(Records drawn from a dataset)
-=-=-
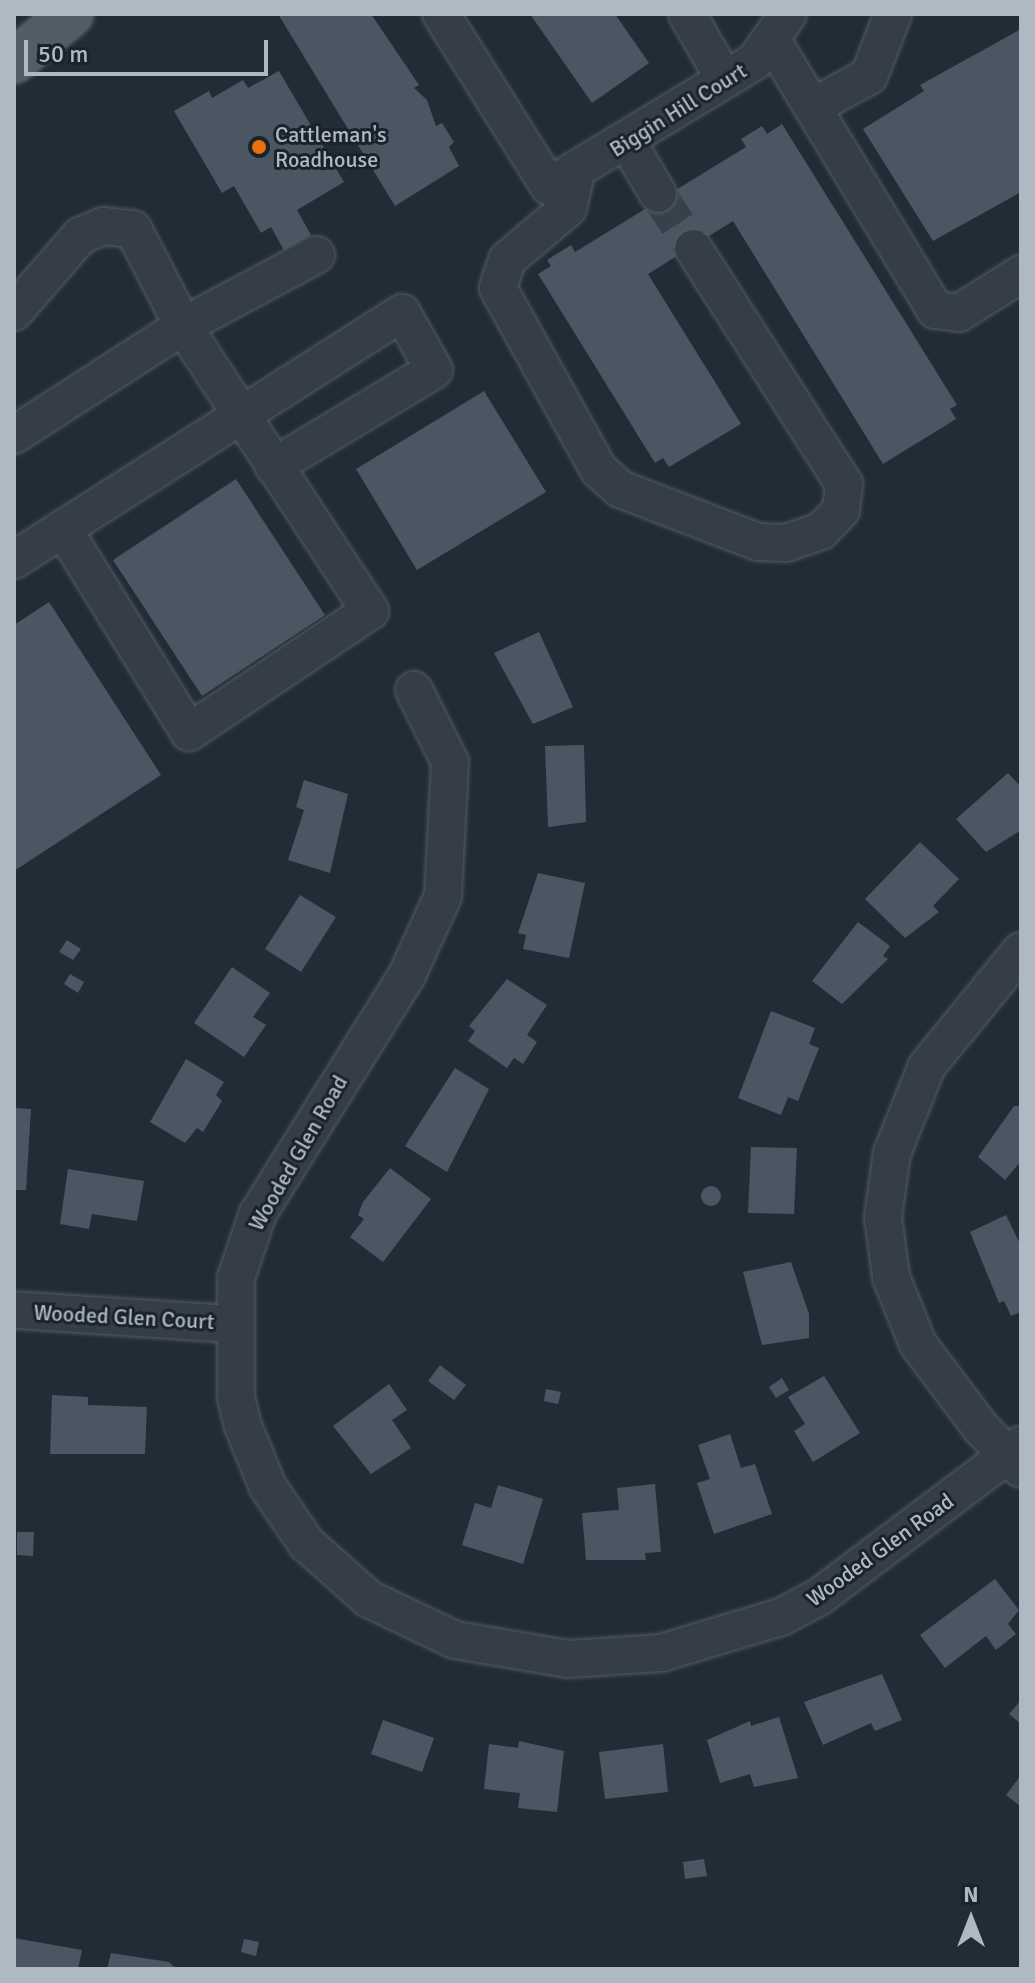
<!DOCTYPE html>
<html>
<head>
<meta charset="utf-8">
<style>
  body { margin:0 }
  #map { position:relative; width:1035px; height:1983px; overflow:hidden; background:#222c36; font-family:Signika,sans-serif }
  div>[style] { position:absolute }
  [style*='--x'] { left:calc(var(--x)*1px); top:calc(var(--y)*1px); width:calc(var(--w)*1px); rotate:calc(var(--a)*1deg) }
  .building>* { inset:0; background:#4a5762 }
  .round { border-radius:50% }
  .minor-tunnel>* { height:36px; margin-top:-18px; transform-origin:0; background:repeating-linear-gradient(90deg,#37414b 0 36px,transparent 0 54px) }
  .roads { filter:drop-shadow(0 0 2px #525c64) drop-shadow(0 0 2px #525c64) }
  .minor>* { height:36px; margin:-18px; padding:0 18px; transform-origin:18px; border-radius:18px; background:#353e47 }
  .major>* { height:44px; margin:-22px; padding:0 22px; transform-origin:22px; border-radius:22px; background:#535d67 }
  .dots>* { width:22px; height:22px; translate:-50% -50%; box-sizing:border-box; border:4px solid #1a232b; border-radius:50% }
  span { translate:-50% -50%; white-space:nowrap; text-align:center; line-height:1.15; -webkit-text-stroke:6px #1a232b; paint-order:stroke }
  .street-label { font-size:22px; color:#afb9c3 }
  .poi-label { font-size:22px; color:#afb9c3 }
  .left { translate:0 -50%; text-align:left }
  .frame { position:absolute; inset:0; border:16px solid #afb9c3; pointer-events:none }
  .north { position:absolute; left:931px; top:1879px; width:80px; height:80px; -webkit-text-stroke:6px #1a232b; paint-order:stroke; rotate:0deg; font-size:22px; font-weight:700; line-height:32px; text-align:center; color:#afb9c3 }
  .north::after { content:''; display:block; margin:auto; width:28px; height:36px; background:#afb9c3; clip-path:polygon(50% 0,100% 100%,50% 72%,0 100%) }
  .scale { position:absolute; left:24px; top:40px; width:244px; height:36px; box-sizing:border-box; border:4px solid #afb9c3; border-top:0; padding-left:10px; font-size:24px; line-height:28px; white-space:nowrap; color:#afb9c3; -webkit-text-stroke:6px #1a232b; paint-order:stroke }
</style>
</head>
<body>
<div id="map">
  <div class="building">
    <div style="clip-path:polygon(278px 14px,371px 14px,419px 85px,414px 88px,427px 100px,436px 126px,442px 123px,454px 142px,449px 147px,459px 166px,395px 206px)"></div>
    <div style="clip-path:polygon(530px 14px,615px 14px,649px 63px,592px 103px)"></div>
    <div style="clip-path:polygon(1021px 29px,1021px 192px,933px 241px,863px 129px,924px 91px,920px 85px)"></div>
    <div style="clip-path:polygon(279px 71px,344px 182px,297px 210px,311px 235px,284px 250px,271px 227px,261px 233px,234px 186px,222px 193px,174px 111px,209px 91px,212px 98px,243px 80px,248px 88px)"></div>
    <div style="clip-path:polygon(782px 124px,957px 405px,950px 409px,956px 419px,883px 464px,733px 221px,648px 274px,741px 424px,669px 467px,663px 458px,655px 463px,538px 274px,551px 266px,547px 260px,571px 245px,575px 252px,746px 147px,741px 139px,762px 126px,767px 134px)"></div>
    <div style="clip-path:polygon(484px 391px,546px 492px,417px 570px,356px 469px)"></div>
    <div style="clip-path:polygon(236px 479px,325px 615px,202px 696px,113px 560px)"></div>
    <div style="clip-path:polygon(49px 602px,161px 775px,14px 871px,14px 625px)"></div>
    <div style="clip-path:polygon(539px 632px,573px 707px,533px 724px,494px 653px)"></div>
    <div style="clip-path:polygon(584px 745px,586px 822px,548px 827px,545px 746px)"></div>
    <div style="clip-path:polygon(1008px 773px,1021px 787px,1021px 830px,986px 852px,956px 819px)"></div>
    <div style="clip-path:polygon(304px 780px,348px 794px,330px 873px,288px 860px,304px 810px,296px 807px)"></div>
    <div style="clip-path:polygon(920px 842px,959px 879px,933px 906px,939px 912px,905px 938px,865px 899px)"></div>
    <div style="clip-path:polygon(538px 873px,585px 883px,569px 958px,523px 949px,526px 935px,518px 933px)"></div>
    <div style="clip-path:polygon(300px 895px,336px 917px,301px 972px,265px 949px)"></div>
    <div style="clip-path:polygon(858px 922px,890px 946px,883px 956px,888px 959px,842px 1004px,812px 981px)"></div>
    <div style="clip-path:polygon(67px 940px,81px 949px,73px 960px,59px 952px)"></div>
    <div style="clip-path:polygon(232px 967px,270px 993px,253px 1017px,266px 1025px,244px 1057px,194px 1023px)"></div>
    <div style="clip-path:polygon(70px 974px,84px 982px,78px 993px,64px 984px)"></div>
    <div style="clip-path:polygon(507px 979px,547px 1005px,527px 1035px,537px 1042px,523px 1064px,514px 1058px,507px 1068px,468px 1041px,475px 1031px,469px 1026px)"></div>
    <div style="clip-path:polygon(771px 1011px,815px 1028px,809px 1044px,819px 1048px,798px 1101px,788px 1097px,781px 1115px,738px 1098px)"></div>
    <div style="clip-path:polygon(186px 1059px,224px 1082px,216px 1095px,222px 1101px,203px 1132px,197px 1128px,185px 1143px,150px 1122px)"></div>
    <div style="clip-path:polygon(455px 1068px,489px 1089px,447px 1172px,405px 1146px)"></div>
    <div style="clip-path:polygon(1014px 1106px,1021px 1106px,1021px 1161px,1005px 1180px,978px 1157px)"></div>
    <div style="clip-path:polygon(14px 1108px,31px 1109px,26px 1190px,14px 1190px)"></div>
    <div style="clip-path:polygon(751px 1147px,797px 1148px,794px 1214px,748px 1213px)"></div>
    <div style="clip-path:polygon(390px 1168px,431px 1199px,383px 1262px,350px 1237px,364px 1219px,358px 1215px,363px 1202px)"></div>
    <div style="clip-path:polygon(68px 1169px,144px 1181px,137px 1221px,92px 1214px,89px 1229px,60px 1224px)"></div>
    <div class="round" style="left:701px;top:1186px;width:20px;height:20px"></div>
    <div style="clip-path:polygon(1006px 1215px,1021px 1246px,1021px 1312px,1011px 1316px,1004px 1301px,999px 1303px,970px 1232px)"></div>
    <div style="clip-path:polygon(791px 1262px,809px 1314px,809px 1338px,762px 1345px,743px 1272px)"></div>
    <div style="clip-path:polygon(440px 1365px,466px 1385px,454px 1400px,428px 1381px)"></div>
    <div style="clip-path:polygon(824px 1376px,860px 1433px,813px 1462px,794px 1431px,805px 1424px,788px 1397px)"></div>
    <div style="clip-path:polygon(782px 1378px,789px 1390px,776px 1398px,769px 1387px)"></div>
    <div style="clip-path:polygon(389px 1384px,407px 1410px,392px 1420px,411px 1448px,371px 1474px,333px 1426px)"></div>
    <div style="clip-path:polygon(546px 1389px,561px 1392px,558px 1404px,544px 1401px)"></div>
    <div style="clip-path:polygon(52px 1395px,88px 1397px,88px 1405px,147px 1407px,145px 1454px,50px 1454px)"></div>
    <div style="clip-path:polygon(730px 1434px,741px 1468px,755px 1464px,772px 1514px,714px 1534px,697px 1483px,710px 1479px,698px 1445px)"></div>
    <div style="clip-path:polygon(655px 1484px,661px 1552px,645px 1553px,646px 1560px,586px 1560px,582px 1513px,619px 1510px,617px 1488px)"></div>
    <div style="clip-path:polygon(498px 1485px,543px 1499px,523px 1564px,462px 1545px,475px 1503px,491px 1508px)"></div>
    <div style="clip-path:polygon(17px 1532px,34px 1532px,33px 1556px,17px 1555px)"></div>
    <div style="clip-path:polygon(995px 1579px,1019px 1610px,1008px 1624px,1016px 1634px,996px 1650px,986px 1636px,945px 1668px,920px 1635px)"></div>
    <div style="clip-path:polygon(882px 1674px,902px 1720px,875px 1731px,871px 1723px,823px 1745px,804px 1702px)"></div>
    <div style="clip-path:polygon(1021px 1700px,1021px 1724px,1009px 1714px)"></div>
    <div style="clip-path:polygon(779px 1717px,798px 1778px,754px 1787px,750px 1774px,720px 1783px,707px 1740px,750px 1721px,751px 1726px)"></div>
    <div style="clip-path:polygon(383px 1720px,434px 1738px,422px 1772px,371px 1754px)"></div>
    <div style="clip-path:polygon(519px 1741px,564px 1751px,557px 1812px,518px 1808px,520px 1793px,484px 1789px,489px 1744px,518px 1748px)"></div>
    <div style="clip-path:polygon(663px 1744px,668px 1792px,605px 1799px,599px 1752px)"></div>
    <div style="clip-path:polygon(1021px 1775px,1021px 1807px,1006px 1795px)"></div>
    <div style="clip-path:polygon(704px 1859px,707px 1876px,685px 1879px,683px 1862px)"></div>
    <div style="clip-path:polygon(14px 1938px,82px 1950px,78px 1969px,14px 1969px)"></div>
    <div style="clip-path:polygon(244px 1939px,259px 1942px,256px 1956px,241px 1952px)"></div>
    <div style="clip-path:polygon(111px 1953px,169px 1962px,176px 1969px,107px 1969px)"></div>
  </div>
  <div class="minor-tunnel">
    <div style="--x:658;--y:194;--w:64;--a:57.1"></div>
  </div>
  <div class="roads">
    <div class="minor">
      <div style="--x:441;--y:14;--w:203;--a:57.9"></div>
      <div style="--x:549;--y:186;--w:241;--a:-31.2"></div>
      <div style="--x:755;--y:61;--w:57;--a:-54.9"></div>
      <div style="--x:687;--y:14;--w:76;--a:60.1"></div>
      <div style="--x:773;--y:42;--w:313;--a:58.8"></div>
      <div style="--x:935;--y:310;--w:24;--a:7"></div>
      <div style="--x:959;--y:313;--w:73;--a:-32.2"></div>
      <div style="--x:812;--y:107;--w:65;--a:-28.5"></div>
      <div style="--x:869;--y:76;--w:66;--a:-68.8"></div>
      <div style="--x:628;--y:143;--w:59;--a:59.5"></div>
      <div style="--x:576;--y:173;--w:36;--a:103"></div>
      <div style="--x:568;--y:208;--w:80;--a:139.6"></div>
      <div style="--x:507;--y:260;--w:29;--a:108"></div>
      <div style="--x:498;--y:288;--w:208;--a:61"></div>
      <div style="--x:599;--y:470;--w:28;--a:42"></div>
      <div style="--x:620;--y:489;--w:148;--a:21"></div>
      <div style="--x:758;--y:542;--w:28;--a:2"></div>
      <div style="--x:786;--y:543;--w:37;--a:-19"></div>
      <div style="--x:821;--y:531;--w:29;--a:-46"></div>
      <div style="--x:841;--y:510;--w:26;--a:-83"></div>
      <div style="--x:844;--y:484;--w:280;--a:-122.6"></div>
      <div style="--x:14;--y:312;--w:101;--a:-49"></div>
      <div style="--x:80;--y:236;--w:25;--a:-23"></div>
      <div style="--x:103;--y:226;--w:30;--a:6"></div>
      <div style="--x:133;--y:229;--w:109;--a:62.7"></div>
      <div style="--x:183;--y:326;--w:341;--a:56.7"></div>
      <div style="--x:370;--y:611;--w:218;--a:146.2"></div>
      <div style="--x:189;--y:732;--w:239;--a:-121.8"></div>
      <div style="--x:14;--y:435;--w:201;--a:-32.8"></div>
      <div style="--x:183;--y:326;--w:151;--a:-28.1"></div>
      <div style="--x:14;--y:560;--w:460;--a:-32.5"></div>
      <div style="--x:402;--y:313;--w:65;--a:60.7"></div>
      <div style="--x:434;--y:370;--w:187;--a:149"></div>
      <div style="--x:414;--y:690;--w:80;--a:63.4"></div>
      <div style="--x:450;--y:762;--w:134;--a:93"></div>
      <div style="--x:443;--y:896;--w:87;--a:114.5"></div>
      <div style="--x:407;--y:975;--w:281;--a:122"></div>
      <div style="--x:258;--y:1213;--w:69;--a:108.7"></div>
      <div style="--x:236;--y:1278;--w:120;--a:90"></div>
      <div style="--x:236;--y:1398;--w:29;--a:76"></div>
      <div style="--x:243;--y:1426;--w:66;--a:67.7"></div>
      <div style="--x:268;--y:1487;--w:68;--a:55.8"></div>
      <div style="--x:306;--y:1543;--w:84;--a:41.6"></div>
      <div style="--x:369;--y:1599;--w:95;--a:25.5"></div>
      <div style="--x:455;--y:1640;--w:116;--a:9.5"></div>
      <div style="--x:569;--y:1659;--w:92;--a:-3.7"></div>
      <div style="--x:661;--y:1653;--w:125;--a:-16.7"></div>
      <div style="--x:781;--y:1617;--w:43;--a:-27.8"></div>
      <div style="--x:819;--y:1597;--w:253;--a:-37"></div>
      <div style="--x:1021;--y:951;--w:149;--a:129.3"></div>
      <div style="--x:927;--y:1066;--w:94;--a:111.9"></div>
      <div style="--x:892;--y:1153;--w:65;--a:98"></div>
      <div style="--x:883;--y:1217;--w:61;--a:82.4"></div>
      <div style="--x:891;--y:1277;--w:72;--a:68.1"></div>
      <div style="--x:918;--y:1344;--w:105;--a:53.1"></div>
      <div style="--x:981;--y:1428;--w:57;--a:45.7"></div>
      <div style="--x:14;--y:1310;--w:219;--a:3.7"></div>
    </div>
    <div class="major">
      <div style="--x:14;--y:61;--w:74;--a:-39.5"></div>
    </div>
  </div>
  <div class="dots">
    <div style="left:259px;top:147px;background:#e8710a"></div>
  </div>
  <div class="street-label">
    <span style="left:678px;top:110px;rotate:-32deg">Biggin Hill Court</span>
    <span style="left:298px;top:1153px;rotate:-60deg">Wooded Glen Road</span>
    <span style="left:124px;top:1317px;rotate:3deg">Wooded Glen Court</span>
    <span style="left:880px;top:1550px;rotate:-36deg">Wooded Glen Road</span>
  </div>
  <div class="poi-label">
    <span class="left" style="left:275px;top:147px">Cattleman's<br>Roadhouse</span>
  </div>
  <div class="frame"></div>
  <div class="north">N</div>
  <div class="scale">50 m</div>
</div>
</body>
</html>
-=-=-
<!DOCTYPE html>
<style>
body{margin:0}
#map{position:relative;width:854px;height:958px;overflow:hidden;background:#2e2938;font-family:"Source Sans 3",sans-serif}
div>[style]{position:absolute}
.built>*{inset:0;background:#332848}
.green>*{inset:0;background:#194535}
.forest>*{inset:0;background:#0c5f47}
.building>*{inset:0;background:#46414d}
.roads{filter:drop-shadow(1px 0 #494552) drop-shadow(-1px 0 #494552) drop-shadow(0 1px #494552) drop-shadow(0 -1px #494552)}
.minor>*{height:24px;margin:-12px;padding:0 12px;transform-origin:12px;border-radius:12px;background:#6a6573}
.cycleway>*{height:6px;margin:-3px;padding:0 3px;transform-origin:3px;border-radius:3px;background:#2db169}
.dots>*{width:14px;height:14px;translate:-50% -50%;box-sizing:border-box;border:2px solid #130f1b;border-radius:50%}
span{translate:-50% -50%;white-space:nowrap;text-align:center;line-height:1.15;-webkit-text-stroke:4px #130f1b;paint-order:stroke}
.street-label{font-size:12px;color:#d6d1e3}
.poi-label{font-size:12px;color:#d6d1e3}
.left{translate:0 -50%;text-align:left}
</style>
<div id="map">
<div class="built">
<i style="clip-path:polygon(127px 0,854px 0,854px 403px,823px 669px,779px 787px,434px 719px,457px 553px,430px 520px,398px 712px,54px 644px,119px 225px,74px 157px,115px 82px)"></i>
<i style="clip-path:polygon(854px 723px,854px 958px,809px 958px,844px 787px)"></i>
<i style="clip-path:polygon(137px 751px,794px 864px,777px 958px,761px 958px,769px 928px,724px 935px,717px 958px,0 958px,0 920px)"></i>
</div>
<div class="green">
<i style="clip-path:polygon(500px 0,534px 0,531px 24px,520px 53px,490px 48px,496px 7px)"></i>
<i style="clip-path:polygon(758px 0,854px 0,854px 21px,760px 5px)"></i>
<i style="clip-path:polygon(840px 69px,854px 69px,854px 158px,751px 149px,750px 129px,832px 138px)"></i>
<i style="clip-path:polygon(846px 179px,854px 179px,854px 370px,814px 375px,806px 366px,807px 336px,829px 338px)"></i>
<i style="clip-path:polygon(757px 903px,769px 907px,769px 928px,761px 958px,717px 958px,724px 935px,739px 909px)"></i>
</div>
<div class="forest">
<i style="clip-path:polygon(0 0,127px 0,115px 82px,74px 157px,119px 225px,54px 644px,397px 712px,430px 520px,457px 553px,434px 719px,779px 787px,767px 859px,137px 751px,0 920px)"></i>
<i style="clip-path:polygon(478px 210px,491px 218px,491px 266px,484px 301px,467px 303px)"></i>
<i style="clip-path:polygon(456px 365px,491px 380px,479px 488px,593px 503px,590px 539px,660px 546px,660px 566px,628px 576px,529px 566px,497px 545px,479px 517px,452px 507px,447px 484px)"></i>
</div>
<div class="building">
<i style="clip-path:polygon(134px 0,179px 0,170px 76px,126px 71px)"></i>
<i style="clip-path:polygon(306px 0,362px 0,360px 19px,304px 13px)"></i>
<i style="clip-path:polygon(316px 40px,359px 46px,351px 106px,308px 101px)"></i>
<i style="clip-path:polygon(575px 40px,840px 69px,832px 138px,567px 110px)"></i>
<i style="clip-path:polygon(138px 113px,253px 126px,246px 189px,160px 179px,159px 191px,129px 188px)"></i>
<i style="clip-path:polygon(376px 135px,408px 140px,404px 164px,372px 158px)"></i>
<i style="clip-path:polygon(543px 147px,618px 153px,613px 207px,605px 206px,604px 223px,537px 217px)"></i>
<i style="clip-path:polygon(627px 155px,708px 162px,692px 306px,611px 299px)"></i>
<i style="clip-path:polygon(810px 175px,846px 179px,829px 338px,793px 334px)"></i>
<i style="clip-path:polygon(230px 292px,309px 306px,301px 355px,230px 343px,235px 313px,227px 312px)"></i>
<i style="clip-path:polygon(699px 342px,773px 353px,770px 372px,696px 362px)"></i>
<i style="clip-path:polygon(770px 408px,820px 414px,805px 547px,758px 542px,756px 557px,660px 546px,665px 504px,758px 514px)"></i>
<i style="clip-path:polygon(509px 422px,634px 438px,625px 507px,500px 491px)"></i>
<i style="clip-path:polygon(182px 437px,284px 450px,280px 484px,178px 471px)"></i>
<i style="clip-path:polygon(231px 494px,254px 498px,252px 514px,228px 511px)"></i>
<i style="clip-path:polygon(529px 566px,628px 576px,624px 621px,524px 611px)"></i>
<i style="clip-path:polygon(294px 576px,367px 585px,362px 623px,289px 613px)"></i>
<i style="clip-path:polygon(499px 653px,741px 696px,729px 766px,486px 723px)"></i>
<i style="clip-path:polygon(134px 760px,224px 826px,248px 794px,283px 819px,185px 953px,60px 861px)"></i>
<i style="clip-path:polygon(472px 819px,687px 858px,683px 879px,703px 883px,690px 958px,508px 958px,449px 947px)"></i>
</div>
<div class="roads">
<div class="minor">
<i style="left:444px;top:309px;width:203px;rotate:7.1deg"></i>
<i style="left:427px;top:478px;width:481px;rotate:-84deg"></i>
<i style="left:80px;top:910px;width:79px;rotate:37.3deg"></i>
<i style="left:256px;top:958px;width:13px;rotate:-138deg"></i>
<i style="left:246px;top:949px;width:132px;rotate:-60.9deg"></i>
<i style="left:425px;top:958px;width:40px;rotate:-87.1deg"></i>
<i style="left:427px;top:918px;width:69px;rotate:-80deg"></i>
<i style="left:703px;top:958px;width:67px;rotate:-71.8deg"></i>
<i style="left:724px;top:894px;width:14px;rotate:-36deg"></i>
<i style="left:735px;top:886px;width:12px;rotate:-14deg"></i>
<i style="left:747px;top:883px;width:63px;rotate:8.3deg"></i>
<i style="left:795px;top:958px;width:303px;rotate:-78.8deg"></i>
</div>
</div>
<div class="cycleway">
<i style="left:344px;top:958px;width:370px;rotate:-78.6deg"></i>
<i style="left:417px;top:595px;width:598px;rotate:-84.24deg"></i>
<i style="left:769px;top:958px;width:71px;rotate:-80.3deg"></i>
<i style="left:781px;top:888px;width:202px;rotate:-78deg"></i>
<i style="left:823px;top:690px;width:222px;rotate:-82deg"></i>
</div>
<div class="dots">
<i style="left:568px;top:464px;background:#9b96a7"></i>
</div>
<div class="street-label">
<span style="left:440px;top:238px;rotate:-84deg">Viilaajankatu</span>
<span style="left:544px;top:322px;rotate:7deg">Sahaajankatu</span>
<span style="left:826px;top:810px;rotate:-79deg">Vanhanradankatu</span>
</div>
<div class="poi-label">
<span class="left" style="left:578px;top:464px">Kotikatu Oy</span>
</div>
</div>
-=-=-
The lines above that hold the word "overflow" are the ones to copy.

**EXERCISE SOLUTION**
  #map { position:relative; width:1035px; height:1983px; overflow:hidden; background:#222c36; font-family:Signika,sans-serif }
#map{position:relative;width:854px;height:958px;overflow:hidden;background:#2e2938;font-family:"Source Sans 3",sans-serif}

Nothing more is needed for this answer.